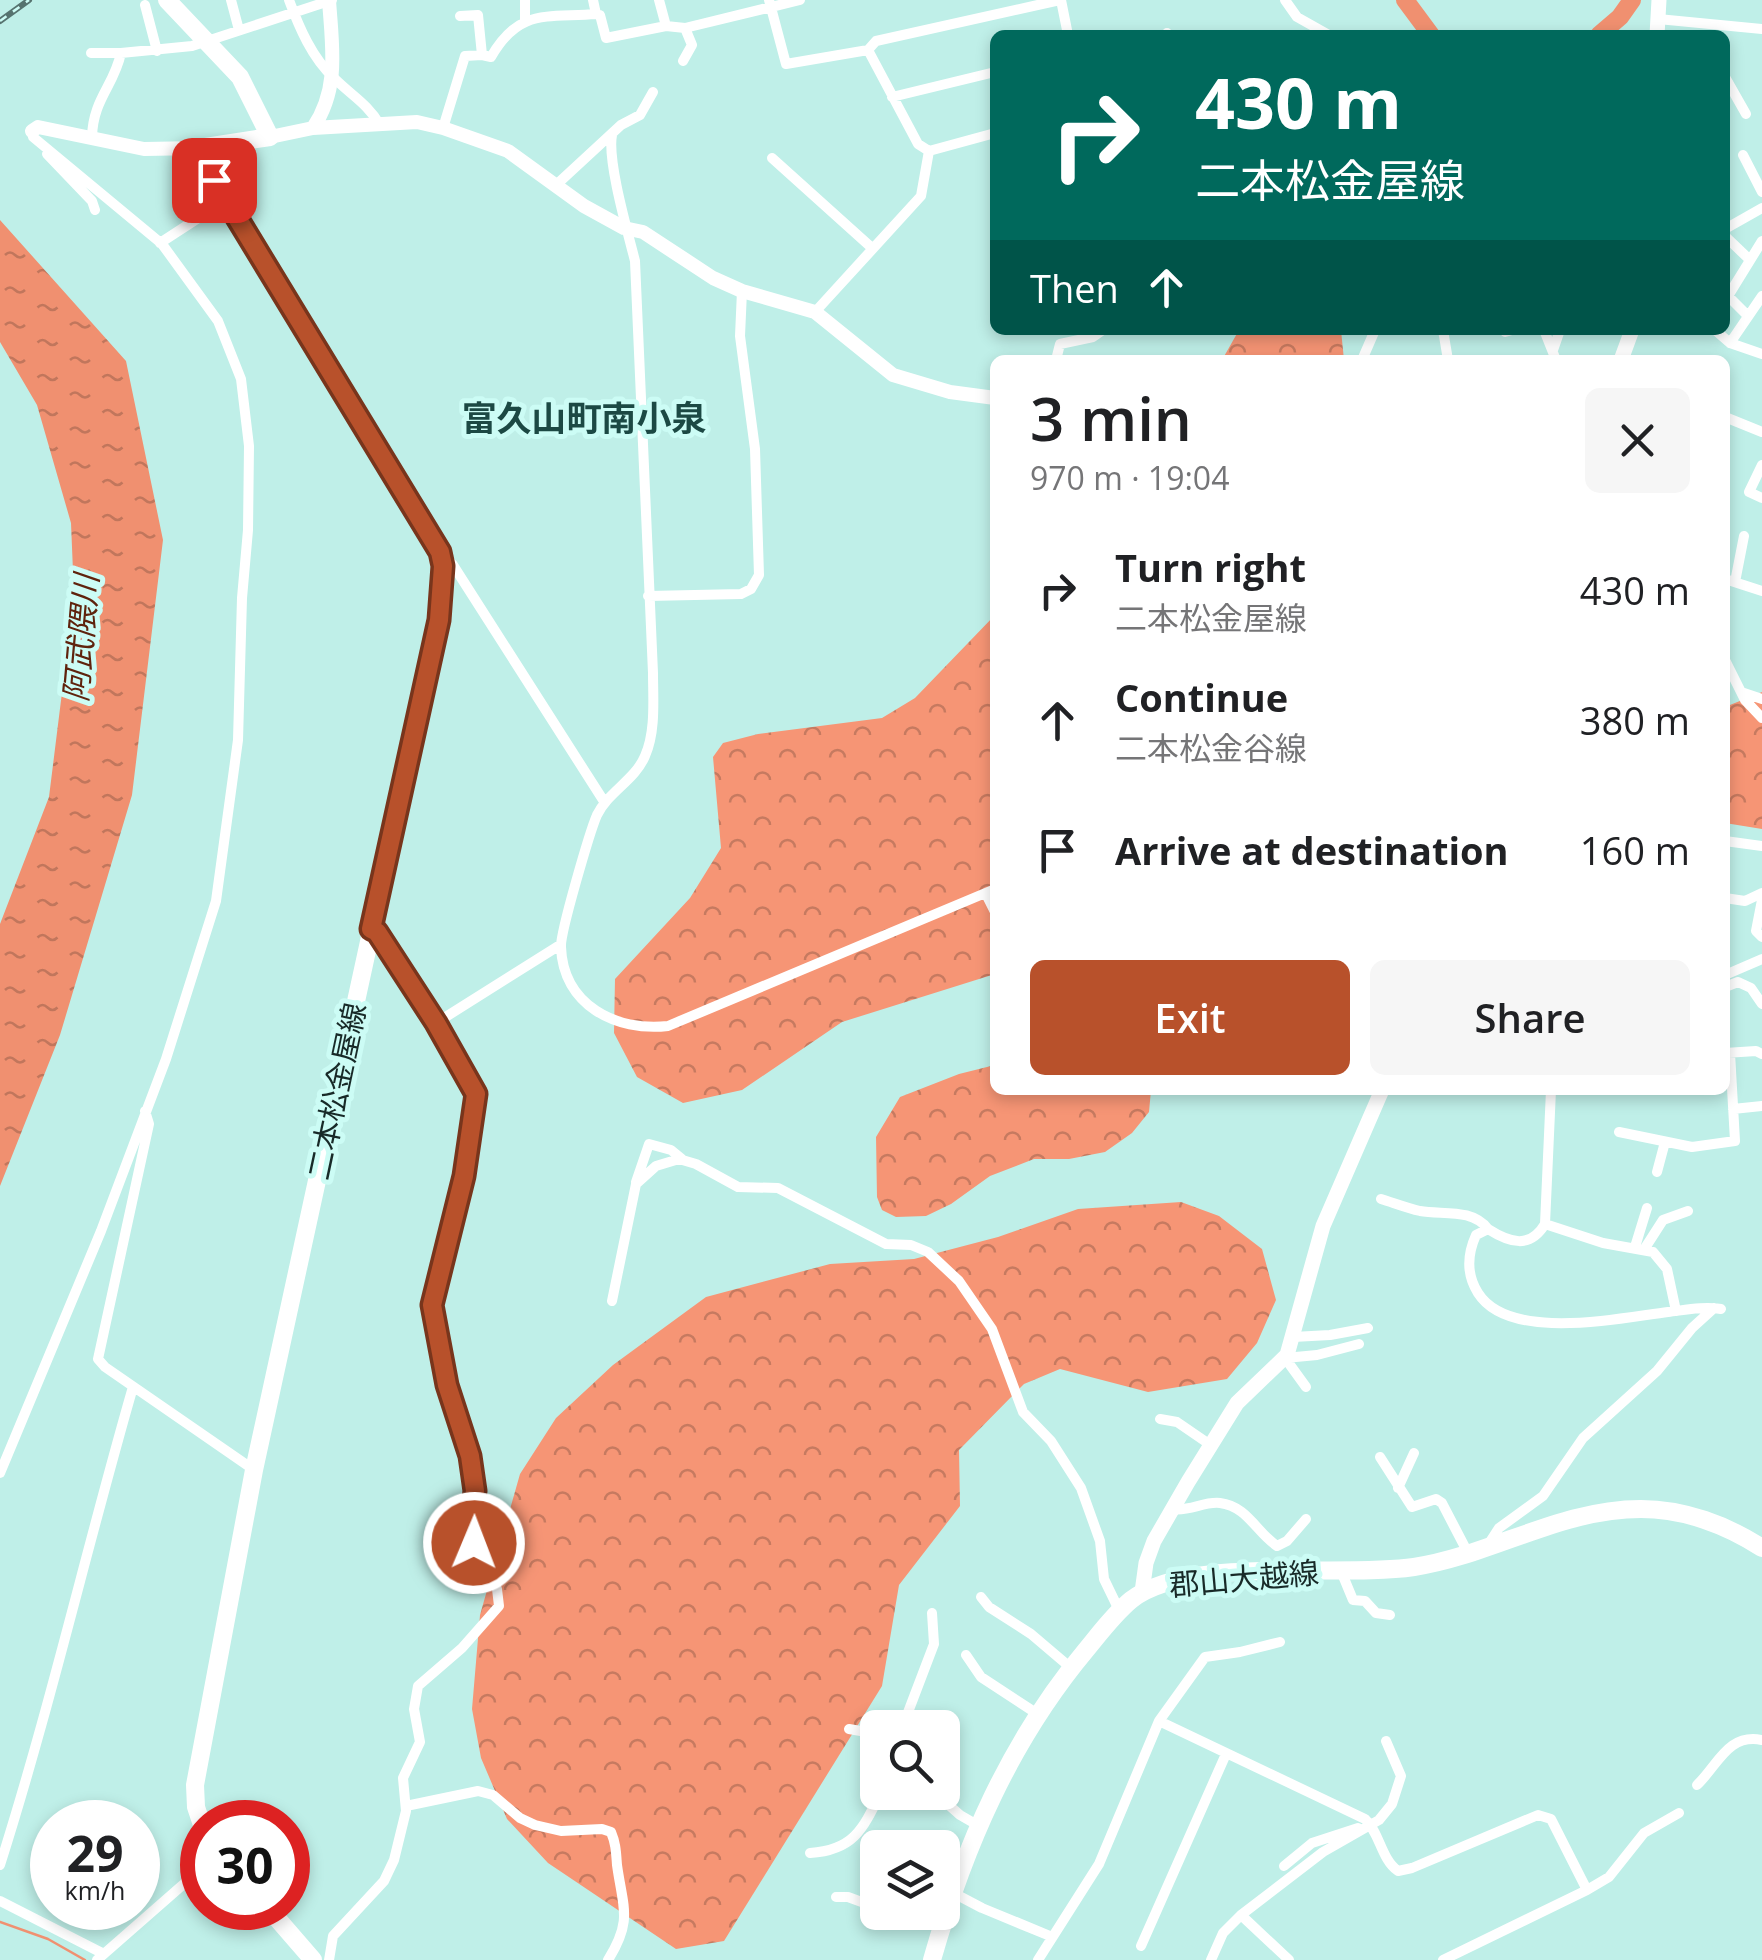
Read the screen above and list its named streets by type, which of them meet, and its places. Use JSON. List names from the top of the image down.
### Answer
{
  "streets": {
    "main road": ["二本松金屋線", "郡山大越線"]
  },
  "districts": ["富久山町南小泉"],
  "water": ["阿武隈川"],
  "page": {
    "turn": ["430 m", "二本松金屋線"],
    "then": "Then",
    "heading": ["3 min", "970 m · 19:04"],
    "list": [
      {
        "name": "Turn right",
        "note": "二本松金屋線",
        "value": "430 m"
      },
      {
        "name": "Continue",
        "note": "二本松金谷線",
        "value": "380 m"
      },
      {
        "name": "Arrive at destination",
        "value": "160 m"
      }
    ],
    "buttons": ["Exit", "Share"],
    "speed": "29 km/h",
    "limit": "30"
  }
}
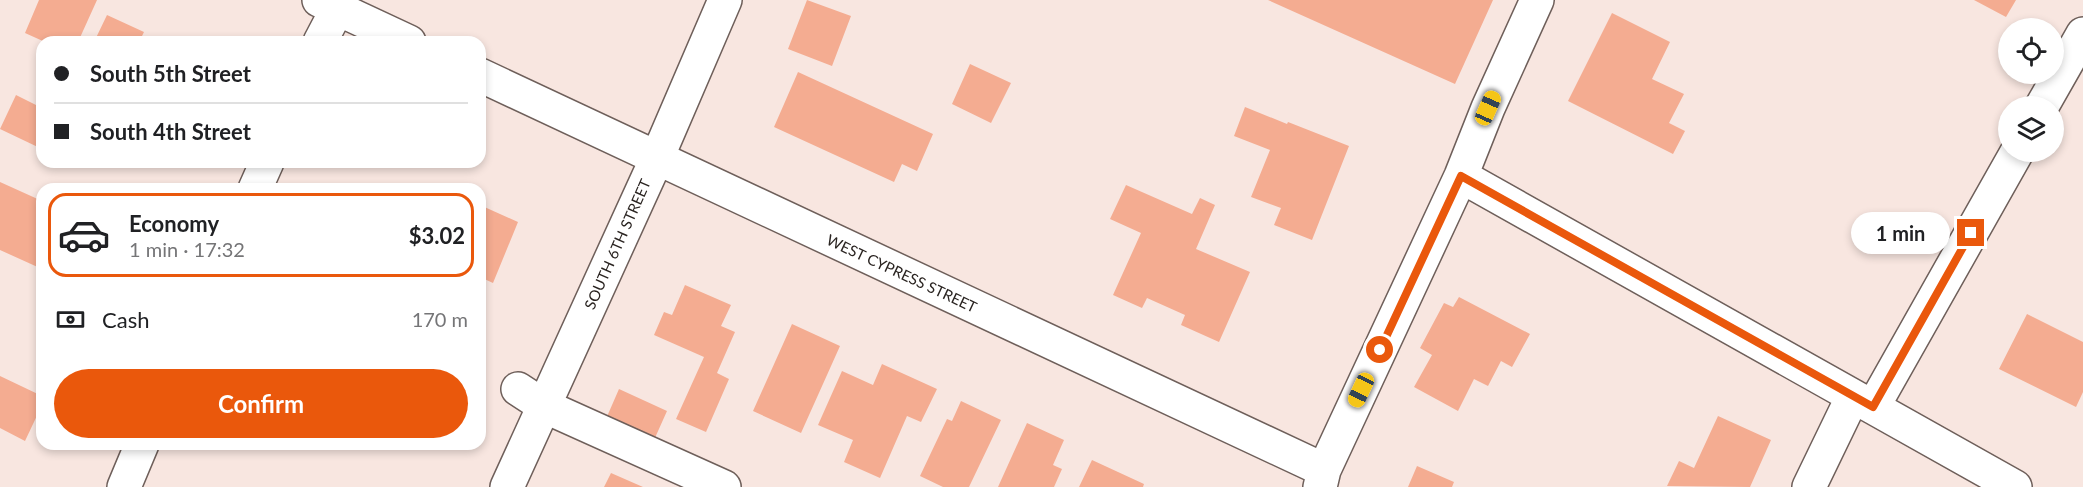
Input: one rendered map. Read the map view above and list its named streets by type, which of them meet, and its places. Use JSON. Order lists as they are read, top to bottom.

━━━━

Task statement
Lines in the data containing the string "above" are to be counted; give that number alone.

Written reply
2